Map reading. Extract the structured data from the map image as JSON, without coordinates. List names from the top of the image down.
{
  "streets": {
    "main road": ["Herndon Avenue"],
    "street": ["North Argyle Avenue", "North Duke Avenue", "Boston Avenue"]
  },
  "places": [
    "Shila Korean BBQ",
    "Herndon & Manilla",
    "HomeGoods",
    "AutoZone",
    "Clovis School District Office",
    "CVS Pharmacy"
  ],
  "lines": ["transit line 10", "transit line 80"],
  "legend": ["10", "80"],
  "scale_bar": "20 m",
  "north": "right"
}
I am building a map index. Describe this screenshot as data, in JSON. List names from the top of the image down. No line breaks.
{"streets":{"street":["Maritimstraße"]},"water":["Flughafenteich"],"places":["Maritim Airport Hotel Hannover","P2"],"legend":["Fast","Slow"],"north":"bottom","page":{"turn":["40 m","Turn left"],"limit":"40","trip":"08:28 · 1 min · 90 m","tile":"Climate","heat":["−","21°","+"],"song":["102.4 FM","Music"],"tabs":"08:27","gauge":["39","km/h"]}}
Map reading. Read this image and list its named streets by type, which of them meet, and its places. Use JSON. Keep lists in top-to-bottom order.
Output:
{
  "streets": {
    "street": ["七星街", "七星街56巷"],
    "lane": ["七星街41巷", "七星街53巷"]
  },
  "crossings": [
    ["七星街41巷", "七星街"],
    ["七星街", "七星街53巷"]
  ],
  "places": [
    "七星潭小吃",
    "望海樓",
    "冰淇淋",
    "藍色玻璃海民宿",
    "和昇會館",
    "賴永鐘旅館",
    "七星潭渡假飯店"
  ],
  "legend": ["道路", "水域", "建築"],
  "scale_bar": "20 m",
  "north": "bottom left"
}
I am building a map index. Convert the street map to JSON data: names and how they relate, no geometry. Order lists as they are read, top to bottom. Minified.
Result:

Task brief:
Retype the records in full. Keep every line identical to the original.

Written solution:
Map reading. Extract the structured data from the map image as JSON, without coordinates. List names from the top of the image down.
{
  "streets": {
    "main road": ["Herndon Avenue"],
    "street": ["North Argyle Avenue", "North Duke Avenue", "Boston Avenue"]
  },
  "places": [
    "Shila Korean BBQ",
    "Herndon & Manilla",
    "HomeGoods",
    "AutoZone",
    "Clovis School District Office",
    "CVS Pharmacy"
  ],
  "lines": ["transit line 10", "transit line 80"],
  "legend": ["10", "80"],
  "scale_bar": "20 m",
  "north": "right"
}
I am building a map index. Describe this screenshot as data, in JSON. List names from the top of the image down. No line breaks.
{"streets":{"street":["Maritimstraße"]},"water":["Flughafenteich"],"places":["Maritim Airport Hotel Hannover","P2"],"legend":["Fast","Slow"],"north":"bottom","page":{"turn":["40 m","Turn left"],"limit":"40","trip":"08:28 · 1 min · 90 m","tile":"Climate","heat":["−","21°","+"],"song":["102.4 FM","Music"],"tabs":"08:27","gauge":["39","km/h"]}}
Map reading. Read this image and list its named streets by type, which of them meet, and its places. Use JSON. Keep lists in top-to-bottom order.
Output:
{
  "streets": {
    "street": ["七星街", "七星街56巷"],
    "lane": ["七星街41巷", "七星街53巷"]
  },
  "crossings": [
    ["七星街41巷", "七星街"],
    ["七星街", "七星街53巷"]
  ],
  "places": [
    "七星潭小吃",
    "望海樓",
    "冰淇淋",
    "藍色玻璃海民宿",
    "和昇會館",
    "賴永鐘旅館",
    "七星潭渡假飯店"
  ],
  "legend": ["道路", "水域", "建築"],
  "scale_bar": "20 m",
  "north": "bottom left"
}
I am building a map index. Convert the street map to JSON data: names and how they relate, no geometry. Order lists as they are read, top to bottom. Minified.
Result:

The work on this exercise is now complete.